[TASK DESCRIPTION]: Search the listing below for the string "tiles" and show each line that contains it.

START GIVEN DATA

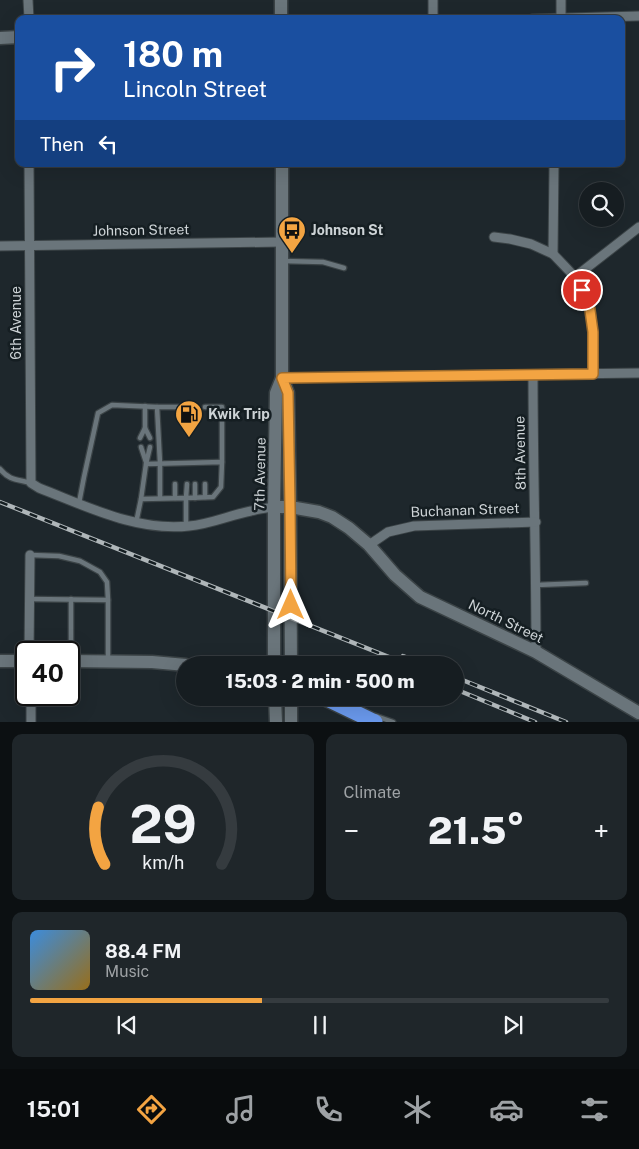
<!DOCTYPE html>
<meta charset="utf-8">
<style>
:root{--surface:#161d21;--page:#1f262a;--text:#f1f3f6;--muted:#9ea2a5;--line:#353b3f;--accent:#f3a442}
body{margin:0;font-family:"Public Sans",sans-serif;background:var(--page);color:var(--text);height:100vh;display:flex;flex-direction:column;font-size:19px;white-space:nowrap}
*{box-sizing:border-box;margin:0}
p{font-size:16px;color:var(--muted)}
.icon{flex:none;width:28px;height:28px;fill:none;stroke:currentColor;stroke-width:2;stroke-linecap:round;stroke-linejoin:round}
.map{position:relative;height:722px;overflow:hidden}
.drawer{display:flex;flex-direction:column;gap:12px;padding:12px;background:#0c1012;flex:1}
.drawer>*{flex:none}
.hud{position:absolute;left:15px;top:15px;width:610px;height:152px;border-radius:10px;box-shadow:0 5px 20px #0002,0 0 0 1px var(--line);background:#1a4fa0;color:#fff;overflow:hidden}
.controls{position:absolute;left:579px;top:182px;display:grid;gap:10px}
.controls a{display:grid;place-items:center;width:45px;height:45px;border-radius:50%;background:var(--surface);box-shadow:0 5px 20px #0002,0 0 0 1px var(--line);font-size:25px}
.speed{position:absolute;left:15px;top:641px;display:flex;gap:10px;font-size:25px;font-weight:700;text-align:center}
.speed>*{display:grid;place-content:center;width:65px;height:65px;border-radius:50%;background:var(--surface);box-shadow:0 5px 20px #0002,0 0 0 1px var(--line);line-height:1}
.speed .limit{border:2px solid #111;border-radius:8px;background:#fff;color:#111}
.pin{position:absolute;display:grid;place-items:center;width:42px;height:42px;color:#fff;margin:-21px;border:2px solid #fff;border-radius:50%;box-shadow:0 1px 5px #0007}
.me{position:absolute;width:55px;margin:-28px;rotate:0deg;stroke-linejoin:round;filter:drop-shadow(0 0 4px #0008)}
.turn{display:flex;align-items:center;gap:18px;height:105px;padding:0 25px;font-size:22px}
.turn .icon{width:65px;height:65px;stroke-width:2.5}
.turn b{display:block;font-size:35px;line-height:42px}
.then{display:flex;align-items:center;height:48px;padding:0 25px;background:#0003;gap:10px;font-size:19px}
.big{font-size:38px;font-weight:800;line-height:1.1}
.drawer .card{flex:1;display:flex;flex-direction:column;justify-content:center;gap:8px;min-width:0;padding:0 18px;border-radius:10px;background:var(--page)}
.drawer .dial{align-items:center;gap:0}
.dial svg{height:130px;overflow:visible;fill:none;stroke:var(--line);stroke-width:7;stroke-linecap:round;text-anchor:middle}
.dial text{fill:var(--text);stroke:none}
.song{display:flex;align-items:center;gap:15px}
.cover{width:60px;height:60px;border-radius:8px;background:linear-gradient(135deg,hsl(210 70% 55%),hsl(40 70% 35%))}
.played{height:5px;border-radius:2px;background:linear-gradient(90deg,var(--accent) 40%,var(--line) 40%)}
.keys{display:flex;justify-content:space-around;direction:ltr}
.heat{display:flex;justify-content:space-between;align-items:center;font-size:28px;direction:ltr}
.drawer .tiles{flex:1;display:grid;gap:12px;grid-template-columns:1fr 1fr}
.card:last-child{grid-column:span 2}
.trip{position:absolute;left:176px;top:656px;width:288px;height:50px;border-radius:25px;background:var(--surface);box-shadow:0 5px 20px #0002,0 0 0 1px var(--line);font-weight:800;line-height:50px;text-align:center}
.tab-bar{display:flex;height:80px;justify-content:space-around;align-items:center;background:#090c0d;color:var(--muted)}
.tab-bar .icon{width:35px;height:35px}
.tab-bar .selected{color:var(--accent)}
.tab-bar b{font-size:22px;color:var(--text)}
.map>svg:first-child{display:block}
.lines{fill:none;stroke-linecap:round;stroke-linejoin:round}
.lane-casing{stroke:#3b4346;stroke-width:7}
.street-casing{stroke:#3b4346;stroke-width:11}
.secondary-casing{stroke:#3b4346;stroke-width:15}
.highway-casing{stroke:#3b4346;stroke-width:18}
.lane{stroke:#6a757b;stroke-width:4.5}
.street{stroke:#6a757b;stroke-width:9}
.secondary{stroke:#6a757b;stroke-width:12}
.highway{stroke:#6a99ed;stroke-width:15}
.rail-casing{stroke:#afb6b9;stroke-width:4.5}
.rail{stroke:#151e22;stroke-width:2.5;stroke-dasharray:8;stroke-linecap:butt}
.route-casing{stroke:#9e6b2b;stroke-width:12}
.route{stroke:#f3a442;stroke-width:9}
.labels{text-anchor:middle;stroke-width:5;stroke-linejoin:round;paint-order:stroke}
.street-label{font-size:14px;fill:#cdd3d6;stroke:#151e22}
.poi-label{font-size:14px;font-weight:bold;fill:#cdd3d6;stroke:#151e22;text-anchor:start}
</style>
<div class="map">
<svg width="639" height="722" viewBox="0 0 639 722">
<rect width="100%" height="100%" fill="#1e272c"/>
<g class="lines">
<g class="lane-casing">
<g id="lane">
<polyline points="283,261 323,262 344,268"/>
<polyline points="145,406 145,428 150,438"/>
<polyline points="157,407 179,407"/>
<polyline points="205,407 222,407 222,462"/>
<polyline points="140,438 145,428"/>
<polyline points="141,447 146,462"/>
<polyline points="146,464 222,462 221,487 213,497 186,498 187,484"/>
<path d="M 0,469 C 10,481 17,479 31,483"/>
<polyline points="205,484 205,497"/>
<polyline points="175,498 175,484"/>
<polyline points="195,498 195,484"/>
<polyline points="141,499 146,464 150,447"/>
<polyline points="79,503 84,477 98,413 112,405 157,407 160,463 160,498"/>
<polyline points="136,523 141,499 186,498 186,526"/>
<polyline points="30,555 59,556 80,561 100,572 107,582 108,600"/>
<polyline points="536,585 586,583"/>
<polyline points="30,599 108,600 108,660"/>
<polyline points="71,599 71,660"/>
<polyline points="376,716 393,722"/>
</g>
</g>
<g class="street-casing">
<g id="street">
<polyline points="28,0 29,19"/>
<polyline points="433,0 433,19"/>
<polyline points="561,0 561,19"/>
<polyline points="532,19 639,16"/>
<path d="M 29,164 L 31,483 L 39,488 C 86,506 137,532 189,526 C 211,524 230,515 251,511 C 259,509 267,508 274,507"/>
<polyline points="494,237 510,239 531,244 553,254 575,277 589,303 593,332 593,374"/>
<polyline points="0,246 282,242"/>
<polyline points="553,254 554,164"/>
<polyline points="575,277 639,227"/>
<path d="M 533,375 C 533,467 536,559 536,652"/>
<polyline points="282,378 639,373"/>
<polyline points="369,545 388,532 414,526 536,522"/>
<polyline points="29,652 30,555"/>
<polyline points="31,695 31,722"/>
</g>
</g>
<g class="secondary-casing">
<g id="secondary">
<polyline points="281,0 281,19"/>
<polyline points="0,38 19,37"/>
<polyline points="282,378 288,393 290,507 291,665"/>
<polyline points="274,507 290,507 319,512 332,517 349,528 369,545 395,575 420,597 536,652 639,713"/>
<polyline points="0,661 26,661"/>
<polyline points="69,661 152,662 186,665"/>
<polyline points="274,665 274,507 276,393 282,378 282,164"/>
<polyline points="275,698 276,722"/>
<polyline points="291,698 291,722"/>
</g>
</g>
<g class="highway-casing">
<polyline id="highway" points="325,698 375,722"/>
</g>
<use href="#lane" class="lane"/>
<use href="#street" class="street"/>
<use href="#secondary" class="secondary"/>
<use href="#highway" class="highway"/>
<g class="rail-casing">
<g id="rail">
<polyline points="0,502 409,665"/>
<polyline points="403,656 425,665"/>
<polyline points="455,677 566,722"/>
<polyline points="455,689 535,722"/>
</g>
</g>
<use href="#rail" class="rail"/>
</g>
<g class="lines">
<g class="route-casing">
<polyline id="route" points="291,605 290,508 288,393 282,378 593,374 593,332 589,303 582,290"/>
</g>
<use href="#route" class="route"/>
</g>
<defs>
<g id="bus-pin" transform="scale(1.4375)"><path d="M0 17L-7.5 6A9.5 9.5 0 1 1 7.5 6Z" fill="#f3a442" stroke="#151e22"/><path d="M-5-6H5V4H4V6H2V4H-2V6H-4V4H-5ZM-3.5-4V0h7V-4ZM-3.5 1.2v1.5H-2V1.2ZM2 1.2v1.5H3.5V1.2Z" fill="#111"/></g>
<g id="fuel-pin" transform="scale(1.4375)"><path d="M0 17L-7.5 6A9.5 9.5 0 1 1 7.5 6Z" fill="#f3a442" stroke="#151e22"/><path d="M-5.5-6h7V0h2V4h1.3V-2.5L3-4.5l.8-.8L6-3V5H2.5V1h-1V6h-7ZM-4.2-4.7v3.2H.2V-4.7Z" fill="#111"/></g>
</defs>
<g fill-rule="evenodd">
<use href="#bus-pin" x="292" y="230"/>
<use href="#fuel-pin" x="189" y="414"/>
</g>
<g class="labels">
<g class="street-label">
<text transform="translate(141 230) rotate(-1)" y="5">Johnson Street</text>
<text transform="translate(16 323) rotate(-90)" y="5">6th Avenue</text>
<text transform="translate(520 453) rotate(-91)" y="5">8th Avenue</text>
<text transform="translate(260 474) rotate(-89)" y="5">7th Avenue</text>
<text transform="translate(465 510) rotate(-2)" y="5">Buchanan Street</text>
<text transform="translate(506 621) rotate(26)" y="5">North Street</text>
</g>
<g class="poi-label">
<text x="311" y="235">Johnson St</text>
<text x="208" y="419">Kwik Trip</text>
</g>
</g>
</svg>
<div class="controls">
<a><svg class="icon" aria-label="search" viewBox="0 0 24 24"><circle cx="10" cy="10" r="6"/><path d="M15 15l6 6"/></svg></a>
</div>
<div class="speed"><div class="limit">40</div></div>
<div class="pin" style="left:582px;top:290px;background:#d93025"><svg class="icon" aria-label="arrive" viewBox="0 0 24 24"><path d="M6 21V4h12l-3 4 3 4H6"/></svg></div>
<svg class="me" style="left:291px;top:605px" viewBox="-20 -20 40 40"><path d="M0-17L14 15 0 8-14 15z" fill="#f3a442" stroke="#fff" stroke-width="4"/></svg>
<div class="trip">15:03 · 2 min · 500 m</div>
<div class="hud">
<div class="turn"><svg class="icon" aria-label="right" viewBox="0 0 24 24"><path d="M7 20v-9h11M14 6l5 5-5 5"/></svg><div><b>180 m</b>Lincoln Street</div></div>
<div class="then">Then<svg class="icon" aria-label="left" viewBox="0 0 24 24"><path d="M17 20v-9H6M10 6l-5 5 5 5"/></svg></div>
</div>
</div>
<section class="drawer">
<div class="tiles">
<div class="card dial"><svg viewBox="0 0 100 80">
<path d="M14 69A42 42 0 1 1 86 69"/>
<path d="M14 69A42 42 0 0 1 10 34" stroke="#f3a442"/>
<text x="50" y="56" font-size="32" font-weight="700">29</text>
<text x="50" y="72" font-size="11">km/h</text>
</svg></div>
<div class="card"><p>Climate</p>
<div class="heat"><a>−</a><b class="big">21.5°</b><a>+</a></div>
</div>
<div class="card">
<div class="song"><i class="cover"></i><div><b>88.4 FM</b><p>Music</p></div></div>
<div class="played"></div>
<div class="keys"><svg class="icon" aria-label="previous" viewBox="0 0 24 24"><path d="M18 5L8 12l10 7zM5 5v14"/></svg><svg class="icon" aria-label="pause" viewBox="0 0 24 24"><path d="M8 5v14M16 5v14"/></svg><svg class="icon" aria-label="next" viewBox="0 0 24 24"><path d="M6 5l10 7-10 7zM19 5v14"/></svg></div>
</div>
</div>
</section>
<nav class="tab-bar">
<b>15:01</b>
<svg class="icon selected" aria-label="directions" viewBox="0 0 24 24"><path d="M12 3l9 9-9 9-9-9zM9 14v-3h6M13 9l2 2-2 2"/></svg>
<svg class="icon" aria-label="music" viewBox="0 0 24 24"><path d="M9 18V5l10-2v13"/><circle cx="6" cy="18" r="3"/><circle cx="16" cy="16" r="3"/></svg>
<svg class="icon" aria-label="phone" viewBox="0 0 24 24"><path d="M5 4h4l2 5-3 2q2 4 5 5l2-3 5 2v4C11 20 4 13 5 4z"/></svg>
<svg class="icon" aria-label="climate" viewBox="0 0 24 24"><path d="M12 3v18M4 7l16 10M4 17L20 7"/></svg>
<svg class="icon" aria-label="car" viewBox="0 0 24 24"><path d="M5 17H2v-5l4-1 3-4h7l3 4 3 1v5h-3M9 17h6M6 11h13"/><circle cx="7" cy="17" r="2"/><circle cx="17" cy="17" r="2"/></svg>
<svg class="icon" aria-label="filters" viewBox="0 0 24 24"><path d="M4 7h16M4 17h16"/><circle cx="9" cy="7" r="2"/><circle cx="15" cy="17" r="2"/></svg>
</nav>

END GIVEN DATA

[TASK SOLUTION]:
.drawer .tiles{flex:1;display:grid;gap:12px;grid-template-columns:1fr 1fr}
<div class="tiles">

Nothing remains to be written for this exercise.